Collected data entries
○ ○ ○ ○ ○
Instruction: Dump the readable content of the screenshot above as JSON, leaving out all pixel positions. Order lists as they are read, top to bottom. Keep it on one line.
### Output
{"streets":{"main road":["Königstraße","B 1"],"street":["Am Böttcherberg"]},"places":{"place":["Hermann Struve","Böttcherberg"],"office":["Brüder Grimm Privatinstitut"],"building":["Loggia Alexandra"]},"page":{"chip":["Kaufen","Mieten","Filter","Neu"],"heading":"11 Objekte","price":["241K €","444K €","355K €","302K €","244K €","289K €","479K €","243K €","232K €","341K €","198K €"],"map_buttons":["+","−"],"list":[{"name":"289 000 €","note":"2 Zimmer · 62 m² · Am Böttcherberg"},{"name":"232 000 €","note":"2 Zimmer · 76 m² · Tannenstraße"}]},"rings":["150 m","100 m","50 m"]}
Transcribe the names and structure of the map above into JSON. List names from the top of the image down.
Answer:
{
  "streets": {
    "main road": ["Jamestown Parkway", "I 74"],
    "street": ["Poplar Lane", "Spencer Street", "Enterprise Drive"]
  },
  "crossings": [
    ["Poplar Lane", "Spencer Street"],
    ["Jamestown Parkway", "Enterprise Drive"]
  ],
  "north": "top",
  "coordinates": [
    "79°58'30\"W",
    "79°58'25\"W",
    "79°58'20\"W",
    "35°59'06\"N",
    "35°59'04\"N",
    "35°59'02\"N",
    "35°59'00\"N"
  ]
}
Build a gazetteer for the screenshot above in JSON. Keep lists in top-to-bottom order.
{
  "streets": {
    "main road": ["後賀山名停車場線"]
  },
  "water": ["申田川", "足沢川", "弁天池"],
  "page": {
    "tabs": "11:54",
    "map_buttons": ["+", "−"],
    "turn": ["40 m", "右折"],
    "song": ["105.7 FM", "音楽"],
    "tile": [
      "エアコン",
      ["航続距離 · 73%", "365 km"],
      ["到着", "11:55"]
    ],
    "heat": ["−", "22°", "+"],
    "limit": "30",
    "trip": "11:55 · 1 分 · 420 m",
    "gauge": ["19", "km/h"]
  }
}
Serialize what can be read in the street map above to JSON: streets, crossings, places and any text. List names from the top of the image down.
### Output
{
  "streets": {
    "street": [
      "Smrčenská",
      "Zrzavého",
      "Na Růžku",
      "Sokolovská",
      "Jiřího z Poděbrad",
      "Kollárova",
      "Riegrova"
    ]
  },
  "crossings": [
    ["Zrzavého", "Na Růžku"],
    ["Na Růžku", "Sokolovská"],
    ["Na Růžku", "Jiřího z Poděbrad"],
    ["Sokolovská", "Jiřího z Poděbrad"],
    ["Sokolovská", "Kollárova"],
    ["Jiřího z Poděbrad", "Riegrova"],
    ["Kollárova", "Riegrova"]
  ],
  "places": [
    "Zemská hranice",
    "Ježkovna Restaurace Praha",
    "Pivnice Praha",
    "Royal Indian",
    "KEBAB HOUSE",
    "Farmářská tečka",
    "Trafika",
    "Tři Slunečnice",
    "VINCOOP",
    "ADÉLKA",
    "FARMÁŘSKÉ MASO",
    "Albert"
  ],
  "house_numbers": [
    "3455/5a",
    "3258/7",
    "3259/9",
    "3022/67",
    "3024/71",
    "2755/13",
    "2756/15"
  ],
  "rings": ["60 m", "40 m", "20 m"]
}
○ ○ ○ ○ ○
Could you repeat every record above exactly as it appears?

Completed exercise:
Instruction: Dump the readable content of the screenshot above as JSON, leaving out all pixel positions. Order lists as they are read, top to bottom. Keep it on one line.
### Output
{"streets":{"main road":["Königstraße","B 1"],"street":["Am Böttcherberg"]},"places":{"place":["Hermann Struve","Böttcherberg"],"office":["Brüder Grimm Privatinstitut"],"building":["Loggia Alexandra"]},"page":{"chip":["Kaufen","Mieten","Filter","Neu"],"heading":"11 Objekte","price":["241K €","444K €","355K €","302K €","244K €","289K €","479K €","243K €","232K €","341K €","198K €"],"map_buttons":["+","−"],"list":[{"name":"289 000 €","note":"2 Zimmer · 62 m² · Am Böttcherberg"},{"name":"232 000 €","note":"2 Zimmer · 76 m² · Tannenstraße"}]},"rings":["150 m","100 m","50 m"]}
Transcribe the names and structure of the map above into JSON. List names from the top of the image down.
Answer:
{
  "streets": {
    "main road": ["Jamestown Parkway", "I 74"],
    "street": ["Poplar Lane", "Spencer Street", "Enterprise Drive"]
  },
  "crossings": [
    ["Poplar Lane", "Spencer Street"],
    ["Jamestown Parkway", "Enterprise Drive"]
  ],
  "north": "top",
  "coordinates": [
    "79°58'30\"W",
    "79°58'25\"W",
    "79°58'20\"W",
    "35°59'06\"N",
    "35°59'04\"N",
    "35°59'02\"N",
    "35°59'00\"N"
  ]
}
Build a gazetteer for the screenshot above in JSON. Keep lists in top-to-bottom order.
{
  "streets": {
    "main road": ["後賀山名停車場線"]
  },
  "water": ["申田川", "足沢川", "弁天池"],
  "page": {
    "tabs": "11:54",
    "map_buttons": ["+", "−"],
    "turn": ["40 m", "右折"],
    "song": ["105.7 FM", "音楽"],
    "tile": [
      "エアコン",
      ["航続距離 · 73%", "365 km"],
      ["到着", "11:55"]
    ],
    "heat": ["−", "22°", "+"],
    "limit": "30",
    "trip": "11:55 · 1 分 · 420 m",
    "gauge": ["19", "km/h"]
  }
}
Serialize what can be read in the street map above to JSON: streets, crossings, places and any text. List names from the top of the image down.
### Output
{
  "streets": {
    "street": [
      "Smrčenská",
      "Zrzavého",
      "Na Růžku",
      "Sokolovská",
      "Jiřího z Poděbrad",
      "Kollárova",
      "Riegrova"
    ]
  },
  "crossings": [
    ["Zrzavého", "Na Růžku"],
    ["Na Růžku", "Sokolovská"],
    ["Na Růžku", "Jiřího z Poděbrad"],
    ["Sokolovská", "Jiřího z Poděbrad"],
    ["Sokolovská", "Kollárova"],
    ["Jiřího z Poděbrad", "Riegrova"],
    ["Kollárova", "Riegrova"]
  ],
  "places": [
    "Zemská hranice",
    "Ježkovna Restaurace Praha",
    "Pivnice Praha",
    "Royal Indian",
    "KEBAB HOUSE",
    "Farmářská tečka",
    "Trafika",
    "Tři Slunečnice",
    "VINCOOP",
    "ADÉLKA",
    "FARMÁŘSKÉ MASO",
    "Albert"
  ],
  "house_numbers": [
    "3455/5a",
    "3258/7",
    "3259/9",
    "3022/67",
    "3024/71",
    "2755/13",
    "2756/15"
  ],
  "rings": ["60 m", "40 m", "20 m"]
}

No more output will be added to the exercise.